No âmbito da matéria de facto, processualmente relevante, inserem-se todos os acontecimentos concretos da vida, reais ou hipotéticos, que sirvam de pressuposto às normas legais aplicáveis: os acontecimentos externos (realidades do mundo exterior) e os acontecimentos internos (realidades psíquicas ou emocionais do indivíduo), sendo indiferente que o respectivo conhecimento se atinja directamente pelos sentidos ou se alcance através das regras da experiência (juízos empíricos) — neste sentido, Manuel A. Domingues Andrade, Noções Elementares de Processo Civil, 2.ª Edição, Coimbra Editora, 1963, pp. 180/181, e Artur Anselmo de Castro, Direito Processual Civil Declaratório, Vol. III, Almedina, Coimbra, 1982, p. 268; na jurisprudência, entre outros, o Acórdão deste Supremo de 24 de Setembro de 2008 (Documento n.º SJ20080924037934, em www.dgsi.pt).

No mesmo âmbito da matéria de facto, como realidades susceptíveis de averiguação e demonstração, se incluem os juízos qualificativos de fenómenos naturais ou provocados por pessoas, desde que, envolvendo embora uma apreciação segundo as regras da experiência, não decorram da interpretação e aplicação de regras de direito e não contenham, em si, uma valoração jurídica que, de algum modo, represente o sentido da solução final do litígio.

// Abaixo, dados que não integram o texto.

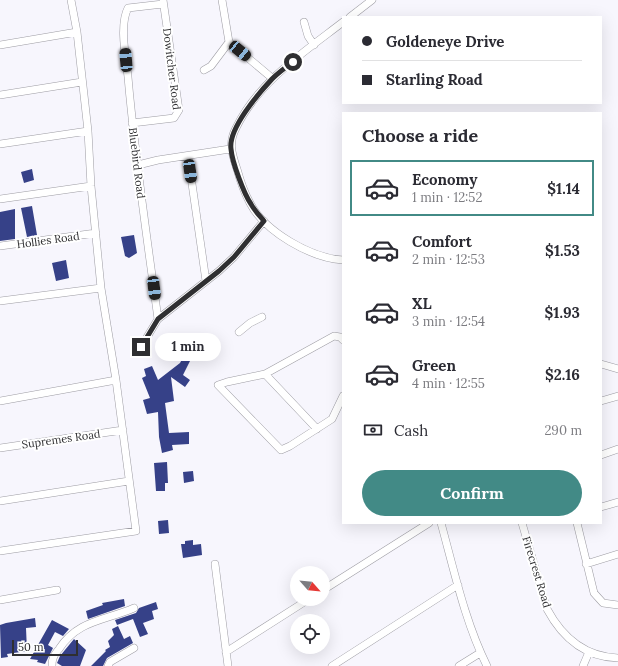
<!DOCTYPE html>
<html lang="en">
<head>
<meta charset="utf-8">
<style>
	body { margin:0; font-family:Lora,serif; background:#f2f2f3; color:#2b2b33; height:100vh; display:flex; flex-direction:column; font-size:15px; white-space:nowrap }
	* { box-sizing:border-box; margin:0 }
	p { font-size:13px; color:#7c7c81 }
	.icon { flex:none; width:22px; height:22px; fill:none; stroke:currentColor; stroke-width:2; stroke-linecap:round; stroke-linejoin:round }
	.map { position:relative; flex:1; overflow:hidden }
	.side { position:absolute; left:342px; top:112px; width:260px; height:412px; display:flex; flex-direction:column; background:#fff; border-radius:0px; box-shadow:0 4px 16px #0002 }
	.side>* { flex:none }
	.guide { position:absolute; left:342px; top:16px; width:260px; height:88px; border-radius:0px; box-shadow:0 4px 16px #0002; display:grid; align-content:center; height:88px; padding:0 20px; background:#fff }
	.needle { width:26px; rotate:117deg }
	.buttons { position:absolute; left:290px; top:566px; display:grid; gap:8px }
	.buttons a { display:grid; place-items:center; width:40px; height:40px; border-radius:50%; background:#fff; box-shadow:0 4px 16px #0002; font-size:20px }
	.scale { position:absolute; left:12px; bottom:10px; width:66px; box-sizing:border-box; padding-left:4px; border:2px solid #2f2f31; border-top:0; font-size:11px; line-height:14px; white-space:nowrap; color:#2f2f31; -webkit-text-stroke:3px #fff; paint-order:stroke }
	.end { position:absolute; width:18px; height:18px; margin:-9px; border:5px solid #2f2f31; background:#fff; box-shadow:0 0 0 2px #fff }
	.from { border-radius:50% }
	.bubble { position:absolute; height:28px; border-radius:14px; background:#fff; box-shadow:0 4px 16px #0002; font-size:13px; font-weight:700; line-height:28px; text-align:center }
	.car { position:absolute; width:12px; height:24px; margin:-12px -6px; border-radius:5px; box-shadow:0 0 3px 1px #0007; background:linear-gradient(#222 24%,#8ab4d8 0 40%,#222 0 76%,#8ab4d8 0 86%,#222 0) }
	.guide b { display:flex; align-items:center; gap:14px; height:38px; font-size:15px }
	.guide b+b { border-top:1px solid #e1e1e2 }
	.guide i { width:10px; height:10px; background:#2b2b33 }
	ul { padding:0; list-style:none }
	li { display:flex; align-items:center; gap:12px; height:56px; margin:0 8px 6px; padding:0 12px; border:2px solid transparent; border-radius:0px }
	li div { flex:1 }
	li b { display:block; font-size:15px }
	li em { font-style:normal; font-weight:700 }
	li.selected { border-color:#428a86 }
	li>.icon { width:36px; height:36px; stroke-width:1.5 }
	h2 { padding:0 20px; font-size:18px; line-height:48px }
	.pay { display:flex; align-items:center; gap:10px; height:44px; padding:0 20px; font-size:15px }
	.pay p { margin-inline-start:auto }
	.primary-button { display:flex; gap:8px; margin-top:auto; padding:8px 20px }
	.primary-button a { flex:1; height:46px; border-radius:24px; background:#428a86; color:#fff; font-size:16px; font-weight:700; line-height:46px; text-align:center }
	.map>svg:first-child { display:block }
	.building { fill:#364188 }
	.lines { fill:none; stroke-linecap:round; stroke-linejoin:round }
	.minor-casing { stroke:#9d9ca3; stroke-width:8 }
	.minor { stroke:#fff; stroke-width:7 }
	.route { stroke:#2f2f31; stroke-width:5 }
	.labels { text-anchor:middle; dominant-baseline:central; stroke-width:4; stroke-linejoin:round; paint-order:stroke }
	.street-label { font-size:11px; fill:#2f2f31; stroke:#fff }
</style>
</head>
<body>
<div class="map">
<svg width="618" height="666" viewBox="0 0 618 666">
	<rect width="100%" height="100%" fill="#f7f6fd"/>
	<!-- building -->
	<path class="building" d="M 32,169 L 34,180 L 24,183 L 21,172 Z
		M 32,206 L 37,235 L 27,237 L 21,208 Z
		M 15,209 L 15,239 L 0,241 L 0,212 Z
		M 134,235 L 137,253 L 129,258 L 125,256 L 121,237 Z
		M 66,260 L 69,278 L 56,281 L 52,263 Z
		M 189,338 L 198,344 L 199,342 L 209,349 L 203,357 L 194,353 L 183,375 L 190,380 L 185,387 L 171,377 L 174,401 L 165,403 L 169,433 L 189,432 L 189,444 L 172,445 L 173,450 L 162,453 L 159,437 L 158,412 L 147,414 L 143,400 L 150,398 L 142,378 L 146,376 L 144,369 L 152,366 L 158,380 L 180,363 L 188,348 L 184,346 Z
		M 167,462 L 168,483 L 165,483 L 165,491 L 156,491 L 154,463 Z
		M 193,471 L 194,481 L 184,483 L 183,472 Z
		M 168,520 L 169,533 L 159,534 L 158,521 Z
		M 193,540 L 193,545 L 201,544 L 202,555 L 183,558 L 181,544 L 185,544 L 185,541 Z
		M 124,599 L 125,606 L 88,619 L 86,611 L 103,605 L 102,603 Z
		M 156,602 L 158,609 L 152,611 L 154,619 L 143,623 L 148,634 L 140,637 L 133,619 L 117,625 L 115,620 L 136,613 L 139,608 Z
		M 35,618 L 36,627 L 26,628 L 27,651 L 7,654 L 8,657 L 1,658 L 0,625 L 6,623 Z
		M 52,620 L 69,629 L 63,636 L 55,632 L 48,645 L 53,648 L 45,664 L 37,662 L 38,660 L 30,659 Z
		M 118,626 L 124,639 L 130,636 L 133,643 L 107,658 L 103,666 L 91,666 L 106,651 L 105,650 L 110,647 L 108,641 L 114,635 L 112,629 Z
		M 74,639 L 86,650 L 80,666 L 62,666 L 57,663 L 60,656 Z"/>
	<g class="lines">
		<!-- minor casing -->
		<g class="minor-casing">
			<path id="minor" d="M 222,0 L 229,42 L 272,78
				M 350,17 L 372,0
				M 304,22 L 308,36 L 314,45
				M 343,22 C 304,52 258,82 236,128 C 228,143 232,154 237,169 C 240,180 244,192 250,203 C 265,232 311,258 343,260
				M 0,45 L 77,32
				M 204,70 L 211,66 L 229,42
				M 0,95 L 82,82
				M 132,123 L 174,118 L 179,110 L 163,0
				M 0,144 L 88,131
				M 188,156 L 206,281
				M 138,165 L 158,160 L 230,149
				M 0,199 L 91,186
				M 0,246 L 96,233
				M 0,301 L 101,288
				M 158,319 C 147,238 135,158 128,77 C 126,58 119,25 128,8 L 163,4
				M 239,332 L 250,323 L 262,317
				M 343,340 L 340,337 L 334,336 L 265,374 L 227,382 L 218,385 L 281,450 L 290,446 L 332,419 L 343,396
				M 141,347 L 158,319 L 219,271 L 234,257 L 264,221
				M 601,364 L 618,369
				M 265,374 L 317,429
				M 0,401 L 116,380
				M 601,401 L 618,396
				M 0,448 L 123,430
				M 601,455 L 618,449
				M 0,501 L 129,481
				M 601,507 L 618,502
				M 441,523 C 454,570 465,622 487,666
				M 522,523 L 547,609 C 562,637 585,657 618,658
				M 577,523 L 594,593 L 603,603 L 618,605
				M 0,551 L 136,531 L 116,380 L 101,288 L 91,186 L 88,131 L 77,32 L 71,0
				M 215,564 L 228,666
				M 586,564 L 618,554
				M 323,590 L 429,523
				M 0,600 L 57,590
				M 226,652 L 309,599
				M 52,666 C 52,658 54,655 59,649 C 78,620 104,621 134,608
				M 108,666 L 110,662 L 134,648
				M 332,666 L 458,585
				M 459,666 L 480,653
				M 583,666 L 589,652"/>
		</g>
		<!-- minor -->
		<use href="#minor" class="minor"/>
	</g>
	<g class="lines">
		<!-- route -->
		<path class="route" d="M 141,347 L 158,319 L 219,271 L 234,257 L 264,221 C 260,216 254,210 251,204 C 244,194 232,162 231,149 C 228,129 258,94 272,79 C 278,73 286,67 293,62"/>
	</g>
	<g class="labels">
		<!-- street labels -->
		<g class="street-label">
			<text transform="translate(172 69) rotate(83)">Dowitcher Road</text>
			<text transform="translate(137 163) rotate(83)">Bluebird Road</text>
			<text transform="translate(48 240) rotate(-8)">Hollies Road</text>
			<text transform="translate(61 439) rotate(-8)">Supremes Road</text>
			<text transform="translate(537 572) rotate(73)">Firecrest Road</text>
		</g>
	</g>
</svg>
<div class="buttons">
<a><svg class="needle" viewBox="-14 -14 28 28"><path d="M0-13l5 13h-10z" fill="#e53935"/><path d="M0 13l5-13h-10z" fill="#7c7c81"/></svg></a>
<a><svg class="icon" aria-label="locate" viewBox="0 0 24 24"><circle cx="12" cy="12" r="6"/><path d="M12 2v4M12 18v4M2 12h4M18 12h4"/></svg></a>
</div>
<div class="scale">50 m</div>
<i class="end from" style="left:293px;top:62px"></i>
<i class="end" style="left:141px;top:347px"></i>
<div class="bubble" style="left:155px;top:333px;width:66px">1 min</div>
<i class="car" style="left:240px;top:51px;rotate:129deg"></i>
<i class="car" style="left:126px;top:60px;rotate:355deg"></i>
<i class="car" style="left:190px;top:171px;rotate:172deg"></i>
<i class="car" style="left:154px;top:288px;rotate:173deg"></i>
<div class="guide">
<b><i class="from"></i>Goldeneye Drive</b>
<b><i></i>Starling Road</b>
</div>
<section class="side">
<h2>Choose a ride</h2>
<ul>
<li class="selected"><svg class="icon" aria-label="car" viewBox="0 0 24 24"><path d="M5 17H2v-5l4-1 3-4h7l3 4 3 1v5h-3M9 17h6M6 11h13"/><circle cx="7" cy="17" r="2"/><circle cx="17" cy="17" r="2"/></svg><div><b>Economy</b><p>1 min · 12:52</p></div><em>$1.14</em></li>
<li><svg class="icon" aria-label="car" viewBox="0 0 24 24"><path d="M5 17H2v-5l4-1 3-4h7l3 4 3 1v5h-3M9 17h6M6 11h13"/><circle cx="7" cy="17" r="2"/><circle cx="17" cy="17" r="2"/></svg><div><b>Comfort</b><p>2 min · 12:53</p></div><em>$1.53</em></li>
<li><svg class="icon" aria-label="car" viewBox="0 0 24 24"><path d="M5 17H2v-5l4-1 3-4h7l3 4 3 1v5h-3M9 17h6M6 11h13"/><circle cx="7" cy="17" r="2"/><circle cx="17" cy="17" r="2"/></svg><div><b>XL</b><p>3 min · 12:54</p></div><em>$1.93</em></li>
<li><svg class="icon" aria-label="car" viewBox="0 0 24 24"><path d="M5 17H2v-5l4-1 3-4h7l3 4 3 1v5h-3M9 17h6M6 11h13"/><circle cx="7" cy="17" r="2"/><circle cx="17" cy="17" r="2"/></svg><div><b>Green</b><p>4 min · 12:55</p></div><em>$2.16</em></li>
</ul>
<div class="pay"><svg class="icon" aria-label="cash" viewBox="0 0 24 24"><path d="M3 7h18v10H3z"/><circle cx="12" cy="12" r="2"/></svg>Cash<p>290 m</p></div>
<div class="primary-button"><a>Confirm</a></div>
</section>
</div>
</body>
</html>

2. 4. No caso que nos ocupa, está em causa, no primeiro dos transcritos passos da decisão recorrida, a utilização do vocábulo "violentamente" que, no contexto da resposta ao quesito 7.º da base instrutória reproduzida no item 18) da matéria de facto, representa, através de uma expressão adverbial de modo, a qualificação do fenómeno que consistiu no embate dos dois veículos.

Esta qualificação, porque não decorrente de qualquer operação de subsunção ou valoração jurídica e sem virtualidade para, por si só — sem a ponderação de outros elementos de facto e sem a interpretação e aplicação das pertinentes normas de direito —, fornecer a solução da controvérsia relativa à descaracterização do acidente, contém-se no domínio dos factos.

Com efeito, para se saber se um embate de veículos foi ou não violento basta conjugar a percepção colhida pelos sentidos de quem a ele assiste com as regras gerais da experiência, sem necessidade de elaborar no domínio das normas de direito, o que afasta a possibilidade de aplicação do n.º 4 do artigo 646.º.

Como se referiu, o Tribunal da Relação também eliminou, valendo-se do estatuído no citado preceito, todo o teor do item 17): "O sinistrado circulava distraído, sem prestar atenção à sua condução e ao restante tráfego".

Reporta-se esta asserção a um estado ou situação do foro interno, psíquico, do sinistrado, realidade cujo conhecimento se pode alcançar mediante a apreensão, pelos sentidos, e interpretação à luz das regras de experiência, de sinais revelados por comportamentos visíveis por outrem, sem qualquer necessidade de operações lógicas de subsunção a regras de direito.

De notar que, de acordo com a decisão proferida sobre a matéria de facto, as respostas aos mencionados quesitos da base instrutória se alicerçaram nos depoimentos das testemunhas "CC e DD, respectivamente condutora e ocupante do veículo.., os quais, de forma peremptória, objectiva e sem rebuço, descreveram a dinâmica do acidente com pormenor e rigor, logrando criar a convicção ao tribunal quanto à veracidade das suas afirmações. O tribunal conjugou os depoimentos prestados por estas testemunhas com o teor do auto de participação do acidente de viação, junto a fls. 291 a 294, maxime o croquis ali constante, onde se pode constatar, designadamente, a posição dos veículos após o embate" (fls. 378).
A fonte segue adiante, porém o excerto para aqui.